This is the helipad.
This is where we wash our clothes.
This is our bathing area. There's an electric eel in there.

[man speaking spanish over radio]

Emily: The camp radio.
So Álvaro, what is it that you do for the rapid inventory?

Álvaro: I do all the coordination, like before hand, before the inventory. There's many stages, first we have to visit the communities, talk to them, they need to be informed about what we are going to do. We just invite all of them to one large community so we have this informed consent session, so they all have to sign that they agree that we are going to do this work here.
The second stage, after we do that, we do an over flight. So we fly over the air to identify the points of interest from the air because it's much closer. Just imagine, just zoom in the satellite image and then you're right there. You see the kind of forest much easier than here.
And then the third stage would be like I come with the advance team, just get like cabled down with the helicopter.

Emily: So, like a helicopter is flying over, like, you don't have anywhere for that helicopter to land, we are in the middle of nowhere, and it puts you in a harness and they drop you down --

Álvaro: They drop me down.

Emily: -- with a chainsaw just cutting an area to land.

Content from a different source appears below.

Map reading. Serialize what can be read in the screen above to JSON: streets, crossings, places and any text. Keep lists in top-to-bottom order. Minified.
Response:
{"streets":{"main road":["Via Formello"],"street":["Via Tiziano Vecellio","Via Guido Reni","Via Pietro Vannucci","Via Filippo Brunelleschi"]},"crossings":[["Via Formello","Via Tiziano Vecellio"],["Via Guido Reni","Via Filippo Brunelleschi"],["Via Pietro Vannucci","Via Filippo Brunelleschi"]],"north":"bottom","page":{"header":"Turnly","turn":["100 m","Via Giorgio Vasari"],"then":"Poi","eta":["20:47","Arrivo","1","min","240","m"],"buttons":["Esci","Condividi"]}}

Álvaro: Yeah, so I just go first and then two people with chainsaws come after me.

Emily: Yeah? And those are people like --

Álvaro: So you just put the harness -- Local people from

Emily: Yeah like the people --

Álvaro: Like the people who are with us right now.
So we just clear an area that is like safe for the helicopter to just come down, and the helicopter comes back with the rest of the team. There is like, one cook, and the rest are like two chainsaw persons that help being the chainsaws, and the rest are like the rocheros. These guys make the beautiful trails for the scientists to walk on.

Emily: Well, and it makes sense that if somebody was going to come to a region like this and try to understand an undocumented region of the rainforest and you have so many people from different disciplines, like an ornithologist and a geologist, like, scientifically, you can't draw any conclusions if they're all going off in different directions and, you know, just ambling around the forest. So it makes so much sense to have them go through the same trail and say like, "oh at 5000 meters on trail 4, did you see this?" and they're like "Oh yeah, I totally saw that!"

Álvaro: Absolutely right. They're like, it's great for them to just come here and there's already trail system ready for them to walk.

Emily: Well, let's keep going with these guys and, and see.

Álvaro: Okay, I'm just going to put the other marker to we have the two very obvious for the scientists to see where the trail starts. And they know that two flagging markings next to each other means the beginning of a trail.

Emily: The beginning There we go.

[cutting and breaking noises]

Álvaro: So we just advanced about 200 meters, so we're at 100 meters away from the first point

Emily: Okay.

Álvaro: So we're getting, getting there.

Emily: Getting close. Alright.

Álvaro: Getting close to the first spot.

Emily: When you're cutting one of these trails, what is it that you're looking for on the map to identify where a trail should go.

Álvaro: Well, we begin in Chicago, after we get these beautiful satellite images and we discuss with the botanists, we just ask because you're the specialist, right?

Emily: Yeah.

Álvaro: But after so many years, I sort of like, can tell the kind of forest they would choose. So we do like a draft map of the desired points in the satellite images, so they give me that, and with that in mind, I just put those points in the GPS system and make like a trail system that makes sense, and this kind of forest looks very hilly, you see?

Emily: Yeah, it does.

Álvaro: So there's just what we call "colinas bajas," like low hills --

Emily: Okay.

Álvaro: -- low hill forests. It's like a big terrace next to the river, this is the Yanayacu right here, and this is downstream, so we just decided to cut near the river and through the hills, to see what we found.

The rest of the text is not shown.